Сторониться Алекс не стал, зато потянулся к ручной клади визитера, весьма похоже, нареченного его братом неслучайно. Они впрямь чертами и фактурно были схожи, кроме того, после присоединения к ним Ольги непринужденно вписывались в эпизод как хорошо знакомые люди.
Алекс одной рукой подхватил скарб вновь прибывшего, другой неуклюже изобразил: следуй за мной. Когда троица переместилась в номер, главный квартиросъемщик объявил:
– Женя, ты, наверное, не прочь спать завалиться, резкая смена часового пояса, куда ни смотри. На диване кости бросай…

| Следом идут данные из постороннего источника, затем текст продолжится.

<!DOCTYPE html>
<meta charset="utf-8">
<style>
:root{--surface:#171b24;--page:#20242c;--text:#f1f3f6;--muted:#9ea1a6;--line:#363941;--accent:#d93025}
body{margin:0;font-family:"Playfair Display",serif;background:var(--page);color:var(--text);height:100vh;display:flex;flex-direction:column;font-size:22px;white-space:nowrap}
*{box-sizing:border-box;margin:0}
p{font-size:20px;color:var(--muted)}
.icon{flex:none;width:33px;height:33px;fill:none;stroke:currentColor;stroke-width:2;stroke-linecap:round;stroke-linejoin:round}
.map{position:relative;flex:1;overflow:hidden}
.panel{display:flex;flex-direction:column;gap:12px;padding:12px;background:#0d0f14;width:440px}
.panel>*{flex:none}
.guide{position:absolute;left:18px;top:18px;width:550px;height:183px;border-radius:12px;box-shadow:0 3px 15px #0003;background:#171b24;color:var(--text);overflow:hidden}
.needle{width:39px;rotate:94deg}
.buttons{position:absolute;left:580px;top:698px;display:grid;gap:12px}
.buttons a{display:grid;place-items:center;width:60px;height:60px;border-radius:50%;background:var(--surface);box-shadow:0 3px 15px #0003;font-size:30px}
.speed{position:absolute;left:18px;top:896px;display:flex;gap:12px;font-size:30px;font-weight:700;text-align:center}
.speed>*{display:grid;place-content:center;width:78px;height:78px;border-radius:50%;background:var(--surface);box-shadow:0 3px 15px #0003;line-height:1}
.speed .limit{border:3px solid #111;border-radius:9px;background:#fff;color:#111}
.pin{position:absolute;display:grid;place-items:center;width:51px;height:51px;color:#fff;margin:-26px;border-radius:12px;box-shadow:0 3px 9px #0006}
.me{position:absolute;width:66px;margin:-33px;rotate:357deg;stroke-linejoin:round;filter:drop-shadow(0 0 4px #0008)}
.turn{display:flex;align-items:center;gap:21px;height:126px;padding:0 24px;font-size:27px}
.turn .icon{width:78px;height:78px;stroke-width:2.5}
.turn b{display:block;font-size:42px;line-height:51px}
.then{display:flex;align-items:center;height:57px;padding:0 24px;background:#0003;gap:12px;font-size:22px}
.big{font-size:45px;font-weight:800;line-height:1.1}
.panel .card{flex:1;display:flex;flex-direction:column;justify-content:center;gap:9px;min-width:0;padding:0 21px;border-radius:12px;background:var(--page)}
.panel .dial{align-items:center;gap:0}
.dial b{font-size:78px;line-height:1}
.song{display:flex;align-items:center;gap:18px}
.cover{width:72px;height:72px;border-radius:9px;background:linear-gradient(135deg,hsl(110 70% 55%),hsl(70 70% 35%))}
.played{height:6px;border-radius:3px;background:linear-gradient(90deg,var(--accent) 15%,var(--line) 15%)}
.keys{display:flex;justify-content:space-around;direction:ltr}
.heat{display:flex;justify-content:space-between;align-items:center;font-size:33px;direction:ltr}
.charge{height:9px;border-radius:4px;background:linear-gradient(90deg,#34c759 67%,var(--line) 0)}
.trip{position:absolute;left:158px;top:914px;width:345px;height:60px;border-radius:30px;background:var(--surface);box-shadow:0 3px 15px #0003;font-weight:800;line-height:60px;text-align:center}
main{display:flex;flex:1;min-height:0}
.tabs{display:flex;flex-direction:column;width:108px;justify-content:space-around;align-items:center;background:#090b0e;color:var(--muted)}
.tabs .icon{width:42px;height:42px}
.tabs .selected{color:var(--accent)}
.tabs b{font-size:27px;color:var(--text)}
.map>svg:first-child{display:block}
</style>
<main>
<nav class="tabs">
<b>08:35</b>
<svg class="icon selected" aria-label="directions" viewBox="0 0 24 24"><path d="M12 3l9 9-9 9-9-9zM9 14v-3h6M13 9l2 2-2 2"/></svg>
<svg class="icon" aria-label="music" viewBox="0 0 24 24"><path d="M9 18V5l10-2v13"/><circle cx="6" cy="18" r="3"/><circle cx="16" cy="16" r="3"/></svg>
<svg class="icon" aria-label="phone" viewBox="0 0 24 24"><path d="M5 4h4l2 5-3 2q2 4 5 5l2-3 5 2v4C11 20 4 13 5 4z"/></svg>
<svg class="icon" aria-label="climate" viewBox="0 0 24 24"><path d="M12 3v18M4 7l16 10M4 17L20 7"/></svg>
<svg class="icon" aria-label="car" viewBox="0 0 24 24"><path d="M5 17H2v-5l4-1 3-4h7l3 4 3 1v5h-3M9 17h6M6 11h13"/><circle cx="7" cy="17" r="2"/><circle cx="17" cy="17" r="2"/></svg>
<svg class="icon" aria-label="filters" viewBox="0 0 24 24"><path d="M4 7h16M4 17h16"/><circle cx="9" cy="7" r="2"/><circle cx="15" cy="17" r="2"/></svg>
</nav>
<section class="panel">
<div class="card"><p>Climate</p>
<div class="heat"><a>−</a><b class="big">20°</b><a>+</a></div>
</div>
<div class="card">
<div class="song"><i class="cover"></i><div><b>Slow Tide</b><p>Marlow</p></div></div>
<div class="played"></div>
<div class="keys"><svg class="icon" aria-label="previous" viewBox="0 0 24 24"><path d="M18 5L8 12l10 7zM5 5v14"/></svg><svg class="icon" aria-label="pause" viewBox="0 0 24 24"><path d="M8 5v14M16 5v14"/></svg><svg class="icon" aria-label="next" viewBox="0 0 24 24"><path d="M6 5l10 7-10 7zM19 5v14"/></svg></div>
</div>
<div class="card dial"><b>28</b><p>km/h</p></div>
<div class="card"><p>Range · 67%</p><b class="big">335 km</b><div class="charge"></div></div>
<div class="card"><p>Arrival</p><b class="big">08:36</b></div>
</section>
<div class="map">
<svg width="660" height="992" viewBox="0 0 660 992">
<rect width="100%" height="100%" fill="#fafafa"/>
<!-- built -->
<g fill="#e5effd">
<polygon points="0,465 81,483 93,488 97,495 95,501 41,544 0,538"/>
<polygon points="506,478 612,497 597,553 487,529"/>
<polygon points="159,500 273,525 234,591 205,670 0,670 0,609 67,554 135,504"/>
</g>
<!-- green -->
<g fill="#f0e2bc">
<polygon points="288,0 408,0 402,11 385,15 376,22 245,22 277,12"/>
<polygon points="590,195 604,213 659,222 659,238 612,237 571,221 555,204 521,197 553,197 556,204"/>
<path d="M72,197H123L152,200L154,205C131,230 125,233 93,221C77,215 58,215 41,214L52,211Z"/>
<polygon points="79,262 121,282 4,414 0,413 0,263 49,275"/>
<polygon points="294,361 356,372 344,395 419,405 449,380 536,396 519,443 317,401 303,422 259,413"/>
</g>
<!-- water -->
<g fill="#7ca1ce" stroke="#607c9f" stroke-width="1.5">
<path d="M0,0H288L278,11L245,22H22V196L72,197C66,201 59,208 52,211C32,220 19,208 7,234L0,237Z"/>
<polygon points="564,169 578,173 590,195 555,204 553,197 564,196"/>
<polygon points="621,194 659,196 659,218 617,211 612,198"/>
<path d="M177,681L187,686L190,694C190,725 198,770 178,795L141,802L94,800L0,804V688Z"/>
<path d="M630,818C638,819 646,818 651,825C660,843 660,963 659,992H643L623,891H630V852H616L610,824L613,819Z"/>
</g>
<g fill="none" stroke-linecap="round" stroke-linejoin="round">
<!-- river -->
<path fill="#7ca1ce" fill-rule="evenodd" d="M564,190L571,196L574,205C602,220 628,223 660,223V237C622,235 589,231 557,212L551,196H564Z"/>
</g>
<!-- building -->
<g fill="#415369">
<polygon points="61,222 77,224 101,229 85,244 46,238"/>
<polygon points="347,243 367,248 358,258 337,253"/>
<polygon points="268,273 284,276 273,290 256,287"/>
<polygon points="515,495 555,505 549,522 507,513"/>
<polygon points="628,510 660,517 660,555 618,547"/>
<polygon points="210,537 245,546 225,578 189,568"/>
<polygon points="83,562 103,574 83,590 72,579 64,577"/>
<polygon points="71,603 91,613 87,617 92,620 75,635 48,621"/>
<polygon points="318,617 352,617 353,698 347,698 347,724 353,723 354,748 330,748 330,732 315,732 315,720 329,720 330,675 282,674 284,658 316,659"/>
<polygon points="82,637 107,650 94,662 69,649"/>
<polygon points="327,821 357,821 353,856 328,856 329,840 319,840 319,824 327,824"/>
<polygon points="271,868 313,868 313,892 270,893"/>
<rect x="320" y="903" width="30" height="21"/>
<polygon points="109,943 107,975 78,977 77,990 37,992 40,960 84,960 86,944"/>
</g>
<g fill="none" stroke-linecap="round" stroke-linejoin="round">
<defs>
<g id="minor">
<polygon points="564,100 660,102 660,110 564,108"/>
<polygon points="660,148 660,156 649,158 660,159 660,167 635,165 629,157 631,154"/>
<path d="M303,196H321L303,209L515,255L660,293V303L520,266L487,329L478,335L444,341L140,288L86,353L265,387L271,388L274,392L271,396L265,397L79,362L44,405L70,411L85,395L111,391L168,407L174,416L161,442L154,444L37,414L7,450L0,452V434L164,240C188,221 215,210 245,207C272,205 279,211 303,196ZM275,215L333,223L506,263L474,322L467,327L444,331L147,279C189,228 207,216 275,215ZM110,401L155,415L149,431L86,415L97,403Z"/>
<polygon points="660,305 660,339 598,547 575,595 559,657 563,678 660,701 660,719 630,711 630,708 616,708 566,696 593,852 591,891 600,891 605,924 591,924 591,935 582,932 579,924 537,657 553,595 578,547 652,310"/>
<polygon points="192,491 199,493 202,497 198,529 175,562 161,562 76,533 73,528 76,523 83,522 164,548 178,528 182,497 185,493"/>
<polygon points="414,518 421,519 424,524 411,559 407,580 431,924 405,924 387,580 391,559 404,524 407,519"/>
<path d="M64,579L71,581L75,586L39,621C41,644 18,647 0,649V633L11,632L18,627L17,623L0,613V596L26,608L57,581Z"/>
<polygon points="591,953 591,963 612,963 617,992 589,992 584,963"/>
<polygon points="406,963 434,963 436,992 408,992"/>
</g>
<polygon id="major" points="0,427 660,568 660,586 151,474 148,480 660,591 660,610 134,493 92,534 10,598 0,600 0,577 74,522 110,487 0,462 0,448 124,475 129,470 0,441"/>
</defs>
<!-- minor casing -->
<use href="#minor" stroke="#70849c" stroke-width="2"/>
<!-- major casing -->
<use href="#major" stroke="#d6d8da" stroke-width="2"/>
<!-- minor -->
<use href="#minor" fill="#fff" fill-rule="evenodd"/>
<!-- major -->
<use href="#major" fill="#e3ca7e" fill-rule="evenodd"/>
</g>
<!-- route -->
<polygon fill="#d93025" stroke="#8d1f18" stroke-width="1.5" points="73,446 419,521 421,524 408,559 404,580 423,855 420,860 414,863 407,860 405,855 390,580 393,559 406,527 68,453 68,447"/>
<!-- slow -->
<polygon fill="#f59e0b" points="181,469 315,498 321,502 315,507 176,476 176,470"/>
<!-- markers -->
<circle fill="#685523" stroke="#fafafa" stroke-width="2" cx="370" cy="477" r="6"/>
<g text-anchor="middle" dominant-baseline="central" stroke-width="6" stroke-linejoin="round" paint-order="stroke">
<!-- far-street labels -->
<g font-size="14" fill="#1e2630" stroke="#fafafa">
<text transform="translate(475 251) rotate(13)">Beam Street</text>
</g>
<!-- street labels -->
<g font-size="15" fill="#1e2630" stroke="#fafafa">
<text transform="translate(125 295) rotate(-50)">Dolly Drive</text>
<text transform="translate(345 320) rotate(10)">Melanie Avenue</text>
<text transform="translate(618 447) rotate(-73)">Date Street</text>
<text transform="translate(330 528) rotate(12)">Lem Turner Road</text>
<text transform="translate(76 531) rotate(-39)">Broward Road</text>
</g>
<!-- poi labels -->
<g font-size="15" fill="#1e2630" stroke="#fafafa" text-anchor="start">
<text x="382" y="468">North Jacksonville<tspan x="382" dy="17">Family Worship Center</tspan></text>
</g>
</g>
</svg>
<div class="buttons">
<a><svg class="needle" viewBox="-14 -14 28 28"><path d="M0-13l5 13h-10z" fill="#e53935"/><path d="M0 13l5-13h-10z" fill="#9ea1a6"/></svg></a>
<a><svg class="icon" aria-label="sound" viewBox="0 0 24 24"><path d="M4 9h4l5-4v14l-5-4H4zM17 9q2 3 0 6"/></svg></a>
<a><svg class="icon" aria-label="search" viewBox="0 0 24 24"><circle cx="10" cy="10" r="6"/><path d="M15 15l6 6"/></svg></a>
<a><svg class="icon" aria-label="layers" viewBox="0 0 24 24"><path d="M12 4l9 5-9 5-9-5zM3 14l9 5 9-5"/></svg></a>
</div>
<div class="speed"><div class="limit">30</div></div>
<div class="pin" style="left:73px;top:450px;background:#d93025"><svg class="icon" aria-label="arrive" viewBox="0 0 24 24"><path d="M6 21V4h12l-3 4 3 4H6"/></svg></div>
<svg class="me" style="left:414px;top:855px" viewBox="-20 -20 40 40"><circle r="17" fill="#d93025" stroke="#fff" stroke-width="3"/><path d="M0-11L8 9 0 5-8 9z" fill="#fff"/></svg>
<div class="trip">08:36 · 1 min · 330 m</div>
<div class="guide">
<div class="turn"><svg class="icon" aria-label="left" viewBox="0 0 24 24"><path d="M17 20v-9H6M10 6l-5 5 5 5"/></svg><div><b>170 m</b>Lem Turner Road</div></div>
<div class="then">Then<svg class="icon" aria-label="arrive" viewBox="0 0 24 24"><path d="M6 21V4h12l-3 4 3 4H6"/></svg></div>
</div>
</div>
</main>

Увидев, что «на часовом поясе» Ольга вскинула голову, Алекс разъяснил:
– Это мы с тобой провинциалы – обитатели старушки и окрестностей. Женя – гражданин Нового Света, не хухры-мухры!
Ольга обрела растерянный вид, казалось, пасуя перед неподвластными ей истинами. Алекс, наоборот, подтянулся, будто накануне важных открытий. Действительно, вскоре перед ним приоткрылось: его брата, жителя Нью-Йорка Евгения Куршина, с которым разругался больше десяти лет назад, в этот, пусть не забытый, но все же задвинутый Богом на свои задворки уголок, в условиях герметичного карантина могло доставить одно-единственное учреждение – Центральное Разведывательное Управление США. Вследствие чего ко всем иждивенцам его коллизии, во главе которых стоял сам Алекс, добавился еще один человек, точнее семейная единица.
– Саша, как можно было угодить в историю, от которой моя жена за ночь чуть не поседела? – разбирался с причудами геополитики нью-йоркский подрядчик по развозке газет, выспавшись. – Мне казалось, круче твоего залета в бруклинский централь десятилетней давности быть не может. Хорошо мама не дожила…
– Памятник хоть ей поставил? – уходил от ответа актор геополитической закулисы, проясняя семейные дела при этом.
– Кажется, фото памятника в мобильном, – вспоминал Евгений Куршин, поглядывая на своего старшего брата, как тяжелобольной на титулованного, снизошедшего на прием пациента врача. – Ты все-таки намекни, почему меня в Манхеттене среди бела дня две машины заблокировали…
– Не надо тебе туда, Женя, сделай усилие и забудь. Вот что еще, – Алекс перешел на шепот, – при ней ни слова. Оля – человек золотой, но не в курсах, кто я и откуда. Да и неделю всего вместе…
– Извини, Саша, но я уже тут, прихвачен с потрохами…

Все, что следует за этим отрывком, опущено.